### EXCERPTED DATA

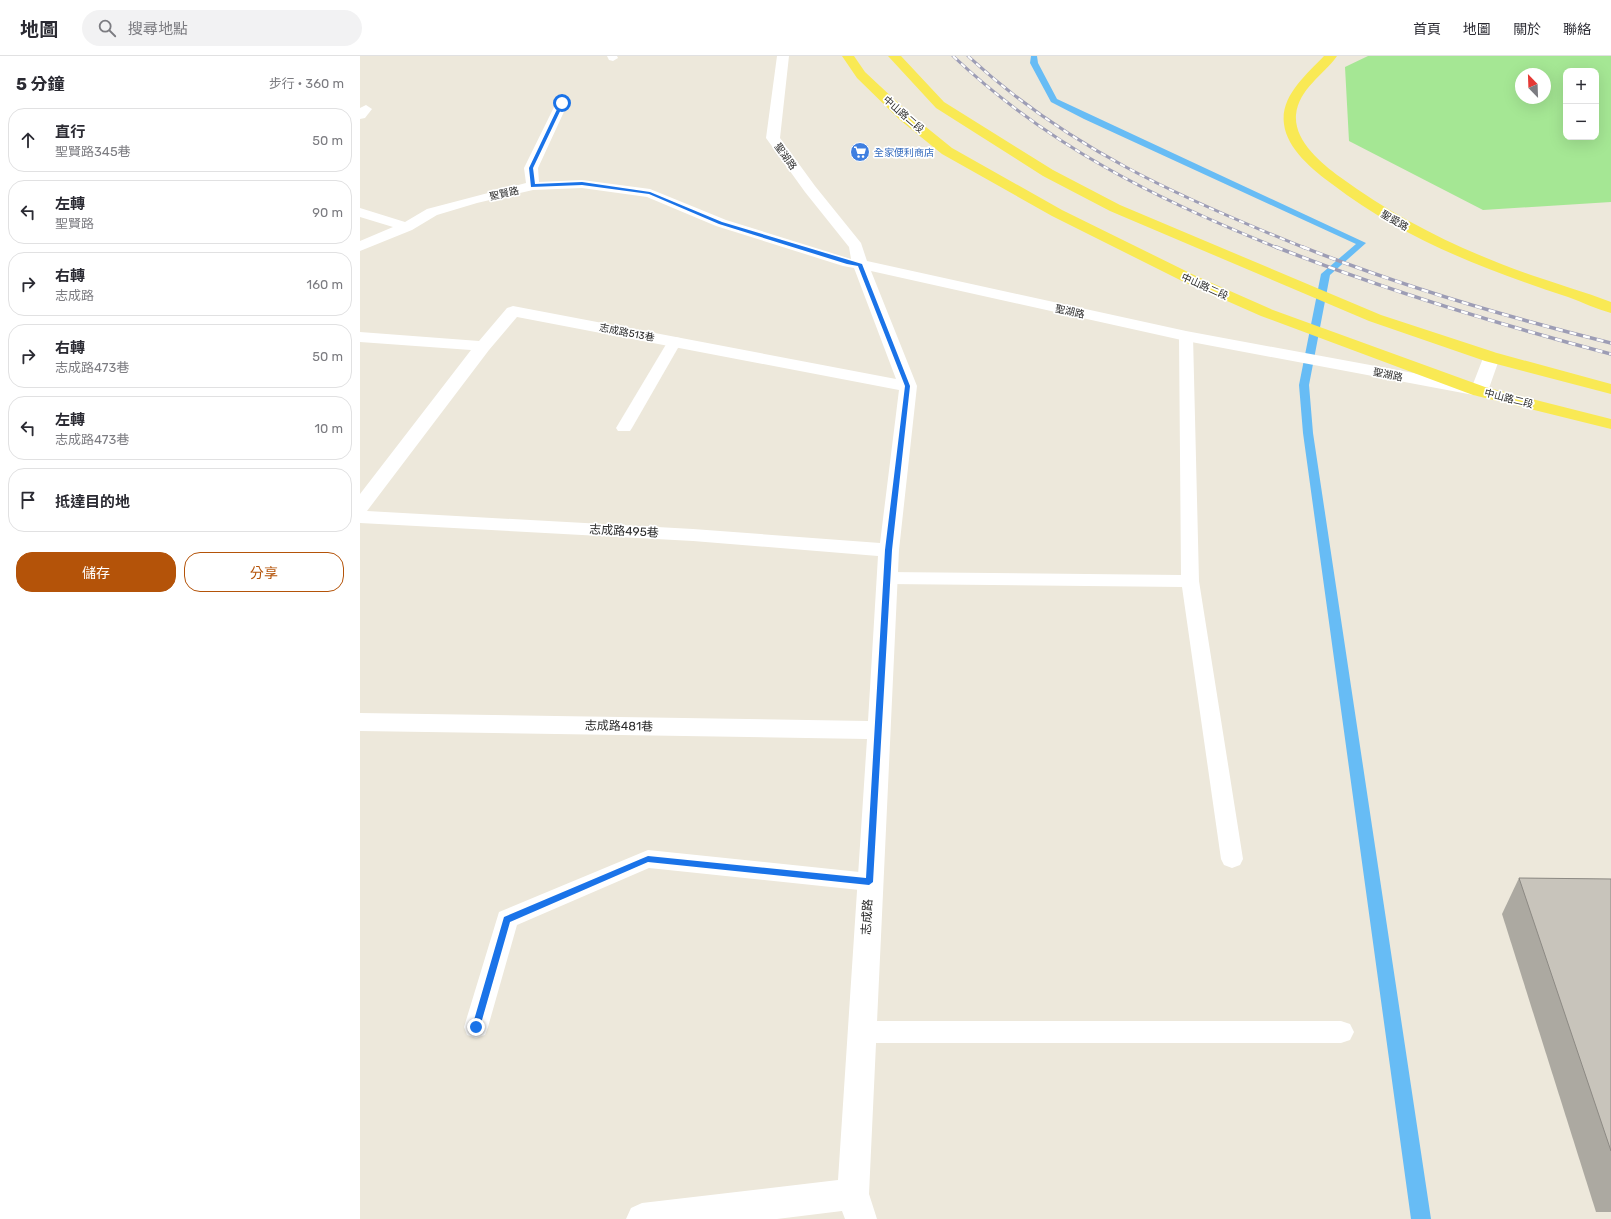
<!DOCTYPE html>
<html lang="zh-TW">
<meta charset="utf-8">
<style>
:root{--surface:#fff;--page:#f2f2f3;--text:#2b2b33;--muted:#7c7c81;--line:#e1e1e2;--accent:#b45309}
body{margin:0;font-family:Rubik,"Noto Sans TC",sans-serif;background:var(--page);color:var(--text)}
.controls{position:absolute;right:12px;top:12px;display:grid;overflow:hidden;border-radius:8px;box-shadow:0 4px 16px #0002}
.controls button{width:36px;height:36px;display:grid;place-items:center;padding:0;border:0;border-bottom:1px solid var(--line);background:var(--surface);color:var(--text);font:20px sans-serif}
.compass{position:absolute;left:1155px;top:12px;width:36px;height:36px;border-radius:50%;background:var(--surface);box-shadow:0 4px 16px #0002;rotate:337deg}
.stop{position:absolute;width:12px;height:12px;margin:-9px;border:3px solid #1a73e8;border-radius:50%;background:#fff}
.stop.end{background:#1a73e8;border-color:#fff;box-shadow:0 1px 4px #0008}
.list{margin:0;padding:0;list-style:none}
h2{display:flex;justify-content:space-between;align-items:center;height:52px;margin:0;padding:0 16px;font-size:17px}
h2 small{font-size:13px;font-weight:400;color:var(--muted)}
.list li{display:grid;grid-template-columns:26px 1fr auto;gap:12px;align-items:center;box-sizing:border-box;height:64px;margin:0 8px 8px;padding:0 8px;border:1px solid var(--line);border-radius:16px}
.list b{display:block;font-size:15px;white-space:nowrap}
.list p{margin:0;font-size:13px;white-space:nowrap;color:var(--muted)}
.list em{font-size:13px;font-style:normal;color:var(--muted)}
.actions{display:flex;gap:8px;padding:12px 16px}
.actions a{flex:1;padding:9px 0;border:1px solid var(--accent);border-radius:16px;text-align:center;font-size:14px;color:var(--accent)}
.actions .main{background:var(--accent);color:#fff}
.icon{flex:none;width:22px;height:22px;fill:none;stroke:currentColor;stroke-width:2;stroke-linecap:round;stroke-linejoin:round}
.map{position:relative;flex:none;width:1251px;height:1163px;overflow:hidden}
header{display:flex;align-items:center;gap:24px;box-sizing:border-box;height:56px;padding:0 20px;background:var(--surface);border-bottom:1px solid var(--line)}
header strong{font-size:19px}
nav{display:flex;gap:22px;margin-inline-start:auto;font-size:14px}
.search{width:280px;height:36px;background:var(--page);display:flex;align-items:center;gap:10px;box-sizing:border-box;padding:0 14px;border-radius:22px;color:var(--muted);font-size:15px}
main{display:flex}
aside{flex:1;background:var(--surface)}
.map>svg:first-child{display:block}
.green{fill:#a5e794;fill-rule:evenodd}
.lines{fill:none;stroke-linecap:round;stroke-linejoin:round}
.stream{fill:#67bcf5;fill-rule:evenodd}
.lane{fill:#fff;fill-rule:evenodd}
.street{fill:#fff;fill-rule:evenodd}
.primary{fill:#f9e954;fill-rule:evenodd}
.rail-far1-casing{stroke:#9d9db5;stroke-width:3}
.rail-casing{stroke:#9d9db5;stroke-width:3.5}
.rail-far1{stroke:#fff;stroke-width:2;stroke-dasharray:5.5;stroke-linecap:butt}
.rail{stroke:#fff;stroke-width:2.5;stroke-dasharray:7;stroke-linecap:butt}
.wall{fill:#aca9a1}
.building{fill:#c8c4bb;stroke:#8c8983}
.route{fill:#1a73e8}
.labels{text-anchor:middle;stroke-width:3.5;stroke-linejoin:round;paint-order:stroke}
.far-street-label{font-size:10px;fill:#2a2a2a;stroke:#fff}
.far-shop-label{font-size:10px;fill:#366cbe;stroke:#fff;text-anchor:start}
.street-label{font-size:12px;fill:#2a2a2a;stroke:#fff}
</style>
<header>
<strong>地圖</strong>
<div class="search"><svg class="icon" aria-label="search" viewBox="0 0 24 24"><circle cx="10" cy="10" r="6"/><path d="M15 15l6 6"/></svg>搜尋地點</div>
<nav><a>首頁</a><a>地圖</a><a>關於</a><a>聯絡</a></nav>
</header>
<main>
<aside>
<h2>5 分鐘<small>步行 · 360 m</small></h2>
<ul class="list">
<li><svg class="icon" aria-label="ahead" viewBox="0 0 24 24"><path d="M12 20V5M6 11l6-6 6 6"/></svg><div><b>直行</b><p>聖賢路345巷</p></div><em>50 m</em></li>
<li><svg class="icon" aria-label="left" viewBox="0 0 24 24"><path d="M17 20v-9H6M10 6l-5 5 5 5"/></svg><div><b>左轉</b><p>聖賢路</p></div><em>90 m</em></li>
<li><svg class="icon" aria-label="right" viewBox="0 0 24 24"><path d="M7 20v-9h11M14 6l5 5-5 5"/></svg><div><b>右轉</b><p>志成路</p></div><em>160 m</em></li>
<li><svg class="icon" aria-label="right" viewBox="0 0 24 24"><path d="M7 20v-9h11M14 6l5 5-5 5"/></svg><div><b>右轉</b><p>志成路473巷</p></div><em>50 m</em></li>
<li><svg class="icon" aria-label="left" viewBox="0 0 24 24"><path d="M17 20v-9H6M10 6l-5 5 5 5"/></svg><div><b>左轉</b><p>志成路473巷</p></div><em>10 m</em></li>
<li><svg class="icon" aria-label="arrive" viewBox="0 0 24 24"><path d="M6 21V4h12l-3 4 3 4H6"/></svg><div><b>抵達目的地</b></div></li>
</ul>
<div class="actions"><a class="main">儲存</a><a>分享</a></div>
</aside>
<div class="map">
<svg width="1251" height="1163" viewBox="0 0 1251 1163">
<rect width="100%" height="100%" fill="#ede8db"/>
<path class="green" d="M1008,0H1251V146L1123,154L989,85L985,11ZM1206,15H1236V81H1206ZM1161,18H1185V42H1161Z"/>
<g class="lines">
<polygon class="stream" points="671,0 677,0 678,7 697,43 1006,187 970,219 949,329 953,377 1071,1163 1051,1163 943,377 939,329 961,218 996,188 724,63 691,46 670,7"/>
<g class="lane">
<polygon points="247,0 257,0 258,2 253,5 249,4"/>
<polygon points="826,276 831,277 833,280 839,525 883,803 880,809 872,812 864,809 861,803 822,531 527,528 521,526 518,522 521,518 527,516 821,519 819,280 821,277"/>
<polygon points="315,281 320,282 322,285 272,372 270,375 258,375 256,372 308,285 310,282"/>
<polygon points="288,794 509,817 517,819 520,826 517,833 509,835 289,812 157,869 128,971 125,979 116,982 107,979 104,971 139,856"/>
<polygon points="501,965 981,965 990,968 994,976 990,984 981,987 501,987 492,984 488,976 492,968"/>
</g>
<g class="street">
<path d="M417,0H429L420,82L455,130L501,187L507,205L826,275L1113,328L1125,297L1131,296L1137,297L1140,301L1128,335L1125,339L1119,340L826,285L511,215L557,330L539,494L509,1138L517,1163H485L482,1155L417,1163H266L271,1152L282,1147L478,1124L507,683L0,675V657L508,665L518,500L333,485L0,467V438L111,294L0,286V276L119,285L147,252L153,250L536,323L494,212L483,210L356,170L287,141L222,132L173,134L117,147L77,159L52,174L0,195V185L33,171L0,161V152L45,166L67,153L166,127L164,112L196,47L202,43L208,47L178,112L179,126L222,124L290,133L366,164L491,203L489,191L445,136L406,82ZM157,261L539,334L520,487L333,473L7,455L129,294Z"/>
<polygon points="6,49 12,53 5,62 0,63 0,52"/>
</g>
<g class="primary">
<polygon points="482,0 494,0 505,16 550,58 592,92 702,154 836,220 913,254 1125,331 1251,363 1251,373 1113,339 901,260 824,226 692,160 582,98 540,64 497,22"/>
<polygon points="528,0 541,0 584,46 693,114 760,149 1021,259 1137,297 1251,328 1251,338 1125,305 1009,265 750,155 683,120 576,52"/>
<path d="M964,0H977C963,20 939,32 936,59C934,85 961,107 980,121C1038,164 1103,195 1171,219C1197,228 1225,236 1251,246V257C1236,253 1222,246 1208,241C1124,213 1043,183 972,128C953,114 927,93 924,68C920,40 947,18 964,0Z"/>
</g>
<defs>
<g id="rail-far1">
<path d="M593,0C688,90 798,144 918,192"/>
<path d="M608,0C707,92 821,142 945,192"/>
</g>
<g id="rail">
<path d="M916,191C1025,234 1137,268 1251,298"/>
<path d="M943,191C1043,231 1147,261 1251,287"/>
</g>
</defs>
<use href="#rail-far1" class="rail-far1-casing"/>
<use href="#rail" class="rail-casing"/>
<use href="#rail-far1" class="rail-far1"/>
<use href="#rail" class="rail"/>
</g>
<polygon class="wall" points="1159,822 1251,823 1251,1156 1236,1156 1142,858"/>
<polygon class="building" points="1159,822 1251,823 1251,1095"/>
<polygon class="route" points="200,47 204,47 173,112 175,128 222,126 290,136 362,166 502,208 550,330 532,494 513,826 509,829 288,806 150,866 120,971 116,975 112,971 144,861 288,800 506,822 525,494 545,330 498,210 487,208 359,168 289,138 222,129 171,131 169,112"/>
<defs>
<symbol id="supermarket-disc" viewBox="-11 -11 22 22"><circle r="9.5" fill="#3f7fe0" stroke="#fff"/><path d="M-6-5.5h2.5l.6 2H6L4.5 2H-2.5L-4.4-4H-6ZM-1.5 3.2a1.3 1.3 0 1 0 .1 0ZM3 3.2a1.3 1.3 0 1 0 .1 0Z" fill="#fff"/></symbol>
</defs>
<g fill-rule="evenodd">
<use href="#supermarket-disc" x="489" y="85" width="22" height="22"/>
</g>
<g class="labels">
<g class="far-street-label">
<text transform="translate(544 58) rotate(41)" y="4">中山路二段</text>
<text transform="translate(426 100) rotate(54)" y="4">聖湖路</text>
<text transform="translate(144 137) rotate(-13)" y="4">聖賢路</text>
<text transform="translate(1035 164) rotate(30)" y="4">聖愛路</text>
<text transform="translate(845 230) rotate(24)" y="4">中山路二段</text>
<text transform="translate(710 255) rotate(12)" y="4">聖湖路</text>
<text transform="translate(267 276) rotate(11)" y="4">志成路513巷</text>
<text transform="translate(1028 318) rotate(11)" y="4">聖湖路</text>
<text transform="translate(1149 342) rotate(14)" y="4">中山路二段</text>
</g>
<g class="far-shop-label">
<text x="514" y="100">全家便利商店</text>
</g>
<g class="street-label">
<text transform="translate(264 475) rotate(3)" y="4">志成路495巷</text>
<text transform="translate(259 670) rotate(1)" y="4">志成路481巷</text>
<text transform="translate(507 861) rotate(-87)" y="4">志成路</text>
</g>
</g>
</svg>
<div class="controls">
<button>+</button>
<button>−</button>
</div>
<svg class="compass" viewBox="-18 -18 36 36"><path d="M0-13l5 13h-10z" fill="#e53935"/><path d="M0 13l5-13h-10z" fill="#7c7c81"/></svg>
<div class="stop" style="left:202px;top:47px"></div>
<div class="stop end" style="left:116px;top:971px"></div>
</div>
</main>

######

ASSIGNED TASK: If a line in the entries contains "linecap", copy it.

TASK RESPONSE:
.icon{flex:none;width:22px;height:22px;fill:none;stroke:currentColor;stroke-width:2;stroke-linecap:round;stroke-linejoin:round}
.lines{fill:none;stroke-linecap:round;stroke-linejoin:round}
.rail-far1{stroke:#fff;stroke-width:2;stroke-dasharray:5.5;stroke-linecap:butt}
.rail{stroke:#fff;stroke-width:2.5;stroke-dasharray:7;stroke-linecap:butt}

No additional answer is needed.